A 66-year-old man of US descent is the fourth-largest case in the world of “Healing” from the HIV virus after being infected with it for more than thirty years. As stated by the City of Hope National Medical Center in Duarte, California – the hospital that treated the patient – the man is currently in remission – which occurs when the severity of the symptoms of a given disease gradually subside – and for over 17 months stopped following antiretroviral treatment (which reduces and contains the replication of the virus). The cause that allowed the healing is under investigation by doctors, as there is still no known cure for the virus.
According to doctors, the most likely hypothesis is that HIV remission was caused by bone marrow transplantation with stem cells – from a donor naturally resistant to HIV and able to keep the infection away thanks to a rare genetic mutation – to which the patient has been subjected. After the surgery, in fact, the man he no longer had any traces of the virus in his blood. After the transplant all the tests carried out showed the same result: apparently his body is no longer able to replicate HIV.
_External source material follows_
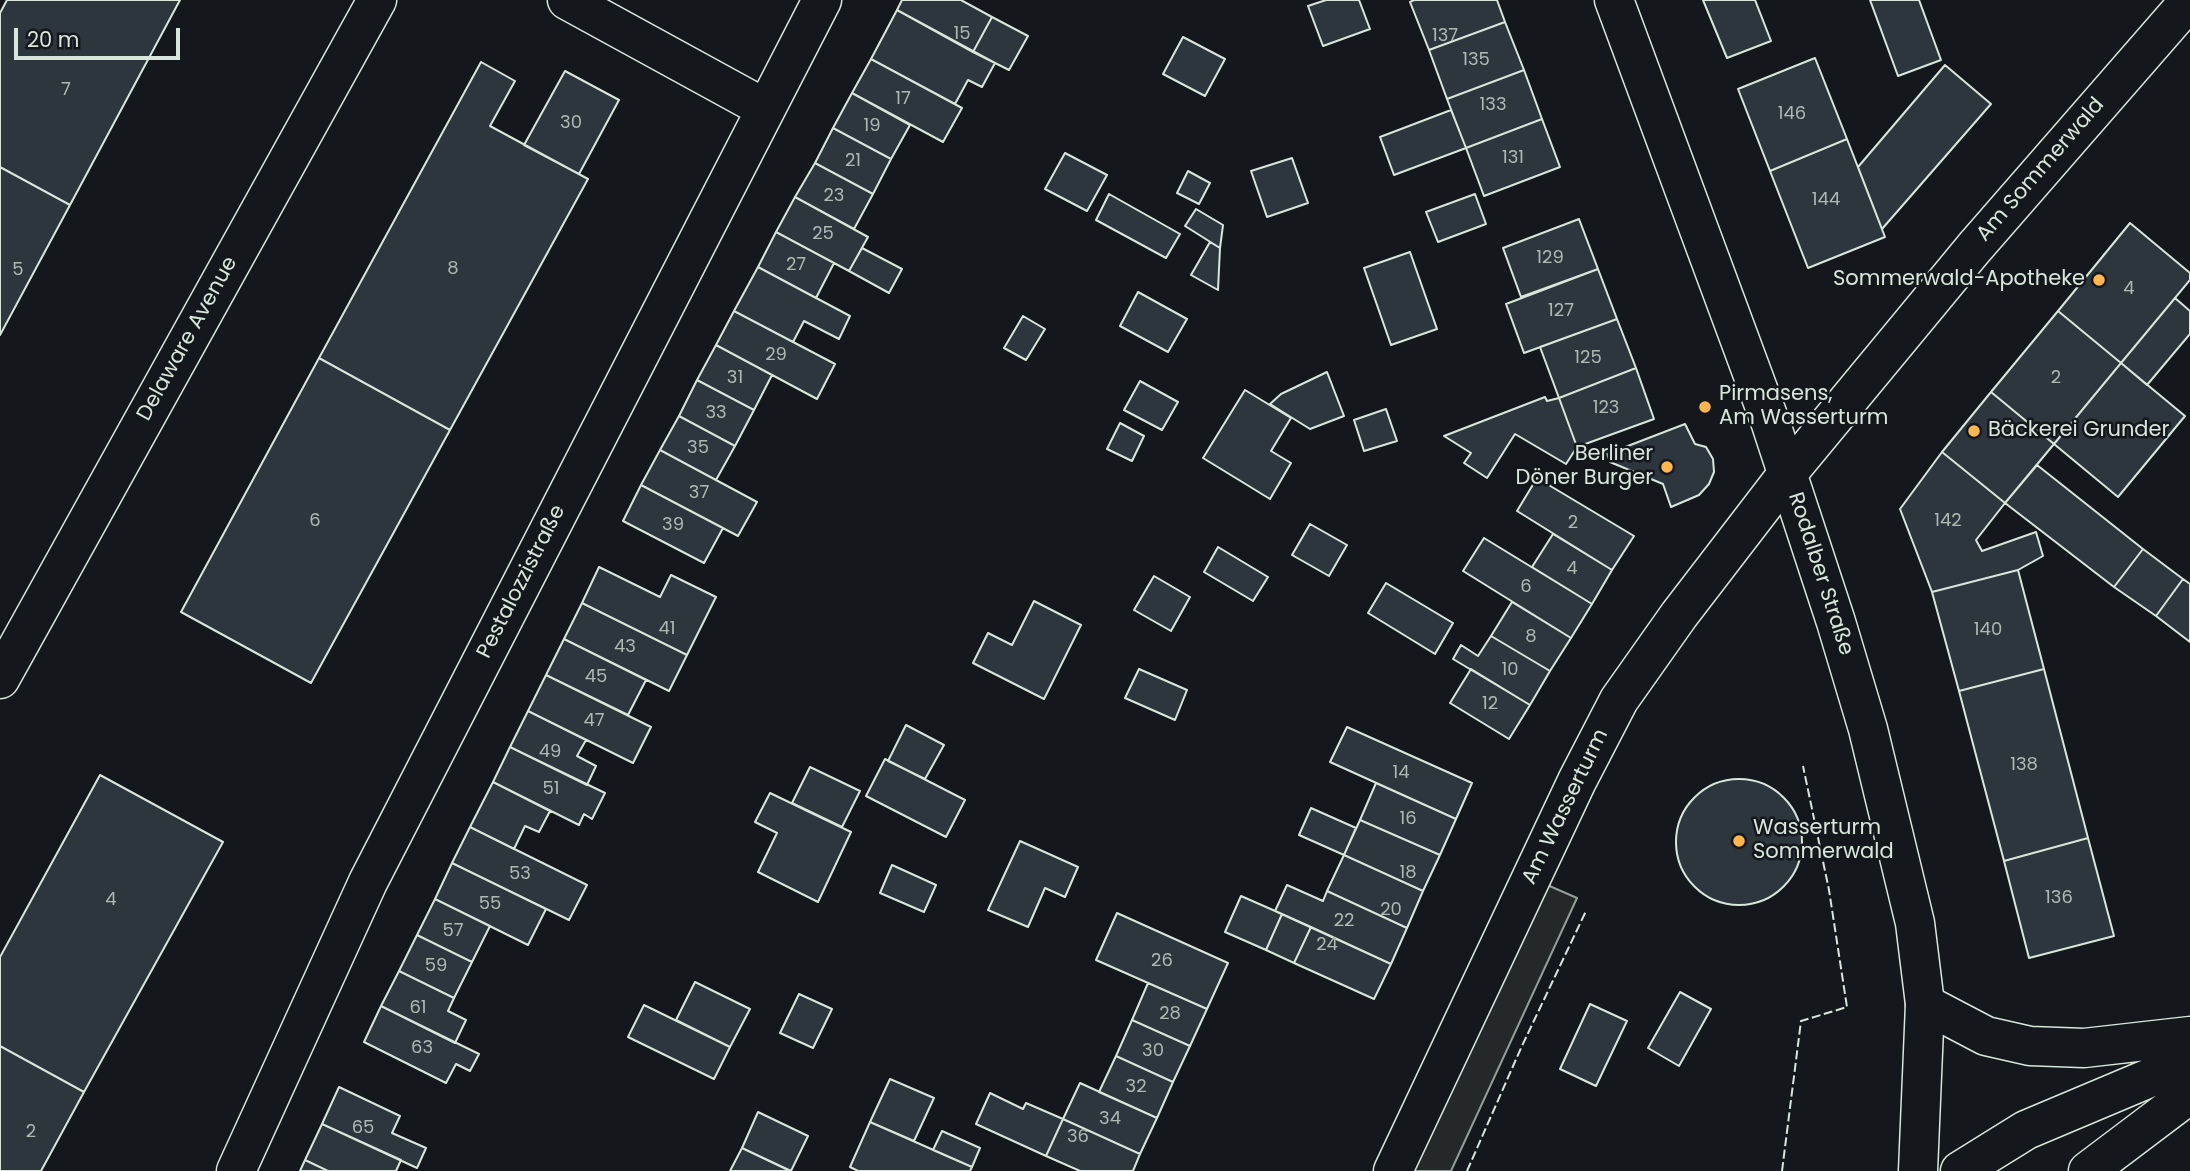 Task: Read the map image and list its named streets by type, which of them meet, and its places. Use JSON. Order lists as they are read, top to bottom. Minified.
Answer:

However, despite the encouraging words of Jana Dickter, an infectious disease physician at the City of Hope National Medical Center (“We were thrilled to let him know that his HIV is in remission and that he no longer needs treatment”) , bone marrow transplants they are not the solution and will not radically change things. In fact it is “a complex procedure with potentially significant side effects. Therefore, it’s not really a suitable option for most people living with this pathology “, even if the researchers are instead working to understand how (and if) to exploit the genetic characteristic of the 66-year-old bone marrow donor, which as we have said has shown itself naturally immune to the virus.
What we have told you it is not the first case of HIV recovery. Before the 66-year-old American, there were three other people declared by doctors to be “cured”. The first case is that of Timothy Ray Brown, which occurred in 2011 and better known as the Berlin patient.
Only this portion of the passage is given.